In this context, the UFC has been recommending a share from the net proceeds of all central taxes (after deducting cost of collection, cess and surcharges). It started with the recommendation of the 10th FC (award period 1995–2000) which estimated 28% states’ share in the divisible pool. Successive UFCs made incremental increase to this share till 32% that the 13th FC recommended for its award period 2010–2015 (GoI 2009). The year 2015, was the turning point for Indian federal finance when the age-old Planning Commission was abolished. The UFC acquired the status of the only institution for IGFT between the centre and the States. Consequently, the 14th FC (2015–2020) recommended a quantum jump to this share from 32 to 42%. As explained earlier, a portion of this share was to cover up the discontinuation of various grants that the Planning Commission used to provide. The 15th FC (2020–2026) made it 41% after adjusting the central government share that rose due to the additional responsibility for newly carved out union territories of Jammu & Kashmir and Ladakh.

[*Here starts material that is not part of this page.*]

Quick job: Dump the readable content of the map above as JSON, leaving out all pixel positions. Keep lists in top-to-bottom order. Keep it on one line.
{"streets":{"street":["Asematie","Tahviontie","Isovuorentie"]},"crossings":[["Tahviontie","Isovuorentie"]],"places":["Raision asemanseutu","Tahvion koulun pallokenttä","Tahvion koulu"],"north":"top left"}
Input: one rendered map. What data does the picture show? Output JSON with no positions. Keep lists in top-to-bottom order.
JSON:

From the states’ aggregate share, the UFC distributes the resources among the states to correct horizontal imbalances. This horizontal devolution by successive UFCs has been based on objective parameters reflecting equity and efficiency considerations. In fact, it has been the endeavour of all UFCs to keep a fine blend of equity and efficiency in their formula for horizontal distribution among states that are heterogeneous in their fiscal capacities. However, no two UFCs adopted identical formula. All of them are of different varieties carrying the flavour of the then UFC. The series of these formulas are divided into two phases and summarized in the box given below:

Box 1: Phases in Horizontal Devolution

Phase 1: From First to Seventh Finance Commission

  • Till 7th FC, income tax and union excise duties were shared using different parameters.

  • Income tax was broadly shared using population and tax contribution parameters.

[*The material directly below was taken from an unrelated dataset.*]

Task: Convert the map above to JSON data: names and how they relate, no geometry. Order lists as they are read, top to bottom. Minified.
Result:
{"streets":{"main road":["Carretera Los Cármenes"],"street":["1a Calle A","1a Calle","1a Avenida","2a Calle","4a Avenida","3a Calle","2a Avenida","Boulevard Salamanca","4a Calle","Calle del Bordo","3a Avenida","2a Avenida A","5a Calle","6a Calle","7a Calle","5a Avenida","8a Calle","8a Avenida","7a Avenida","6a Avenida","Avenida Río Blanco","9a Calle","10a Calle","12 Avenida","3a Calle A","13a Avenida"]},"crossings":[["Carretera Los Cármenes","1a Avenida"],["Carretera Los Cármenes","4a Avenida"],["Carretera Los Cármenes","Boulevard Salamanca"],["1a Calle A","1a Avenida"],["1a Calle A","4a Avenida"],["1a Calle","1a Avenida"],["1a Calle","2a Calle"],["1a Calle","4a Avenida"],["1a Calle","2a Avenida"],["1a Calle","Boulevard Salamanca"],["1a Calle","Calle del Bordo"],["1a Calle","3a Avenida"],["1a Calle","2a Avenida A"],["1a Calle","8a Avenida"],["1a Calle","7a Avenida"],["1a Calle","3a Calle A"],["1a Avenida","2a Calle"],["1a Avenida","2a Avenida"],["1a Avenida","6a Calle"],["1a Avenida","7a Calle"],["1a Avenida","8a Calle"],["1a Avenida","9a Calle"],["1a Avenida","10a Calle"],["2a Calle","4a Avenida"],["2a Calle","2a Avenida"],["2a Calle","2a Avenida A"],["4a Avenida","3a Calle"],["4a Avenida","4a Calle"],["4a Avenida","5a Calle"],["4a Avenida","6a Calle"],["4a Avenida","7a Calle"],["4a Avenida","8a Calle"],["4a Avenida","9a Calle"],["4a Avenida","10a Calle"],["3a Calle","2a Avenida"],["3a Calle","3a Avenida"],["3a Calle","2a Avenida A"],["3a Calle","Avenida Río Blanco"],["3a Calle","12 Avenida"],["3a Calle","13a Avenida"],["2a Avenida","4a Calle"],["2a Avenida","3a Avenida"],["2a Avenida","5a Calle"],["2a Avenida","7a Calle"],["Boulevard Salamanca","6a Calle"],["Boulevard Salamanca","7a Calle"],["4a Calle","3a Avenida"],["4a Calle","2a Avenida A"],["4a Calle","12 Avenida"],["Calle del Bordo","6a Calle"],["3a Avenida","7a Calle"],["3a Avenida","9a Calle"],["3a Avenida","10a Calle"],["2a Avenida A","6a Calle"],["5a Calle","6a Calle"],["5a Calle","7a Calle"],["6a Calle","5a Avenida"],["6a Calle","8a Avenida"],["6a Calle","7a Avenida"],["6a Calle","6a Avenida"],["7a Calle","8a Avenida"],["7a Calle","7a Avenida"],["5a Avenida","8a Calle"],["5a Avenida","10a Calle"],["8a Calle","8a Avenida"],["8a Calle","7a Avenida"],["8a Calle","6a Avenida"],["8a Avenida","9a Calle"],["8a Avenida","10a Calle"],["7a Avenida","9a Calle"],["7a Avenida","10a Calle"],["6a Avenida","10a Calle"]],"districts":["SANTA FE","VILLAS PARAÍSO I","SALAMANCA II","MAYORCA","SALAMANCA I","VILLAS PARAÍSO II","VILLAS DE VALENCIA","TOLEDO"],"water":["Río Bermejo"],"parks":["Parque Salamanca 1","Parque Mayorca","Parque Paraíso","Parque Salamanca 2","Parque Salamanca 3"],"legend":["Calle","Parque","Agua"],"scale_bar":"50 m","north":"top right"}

  • The 3rd FC considered equity parameters like relative backwardness, backward caste/ tribal population, financial weakness, etc. for distribution of union excise duty for the first time.

  • In the case of distribution of union excise duty, the 7th FC considerably reduced direct weightage of population and increased weightage of equity parameters, like inverse of per capita income, percentage of poor, etc.

Phase 2: From Eighth to Fourteenth Finance Commission

  • 8th FC to 10th FC recommended similar parameters, including equity considerations, for distribution of both income tax and union excise duties.

  • After the eightieth amendment to the constitution in 2000, a single sharing formula from the divisible pool of taxes was recommended. Parameters used by earlier finance commissions continued in the formulae.

  • Weight for equity parameters increased significantly, with a proportionate decrease in direct weight for population.

  • The 10th FC introduced fiscal performance criteria for the first time with 10% weight to tax efforts of states. Later, criteria like fiscal discipline and fiscal capacity were used by finance commissions.

Source: Government of India (2020).

Successive UFCs have been constructing formula comprising parameters and their relative weights. These parameters harmonize the attributes of equity, need and cost disability and performance for horizontal devolution of resources. ‘Income distance’ with high weights (about 50%) has been used for equity consideration.Footnote 44 The criterion is acceptable to all states for redistribution of income among states. It makes the formula more progressive and provides higher IGFT to states with lower per capita income. The UFC uses per capita gross state domestic product (GSDP) as a proxy for state’s tax capacity. Generally, low per capita income represents poor state (mostly more populous state) in need of resources to provide comparable public services. As can be seen from Table 8, it was only the 13th FC which used ‘fiscal capacity’ instead.

Table 8 Criteria and weights assigned for horizontal distribution (for states)
Table 9 Criteria and weights assigned for horizontal distribution (for local)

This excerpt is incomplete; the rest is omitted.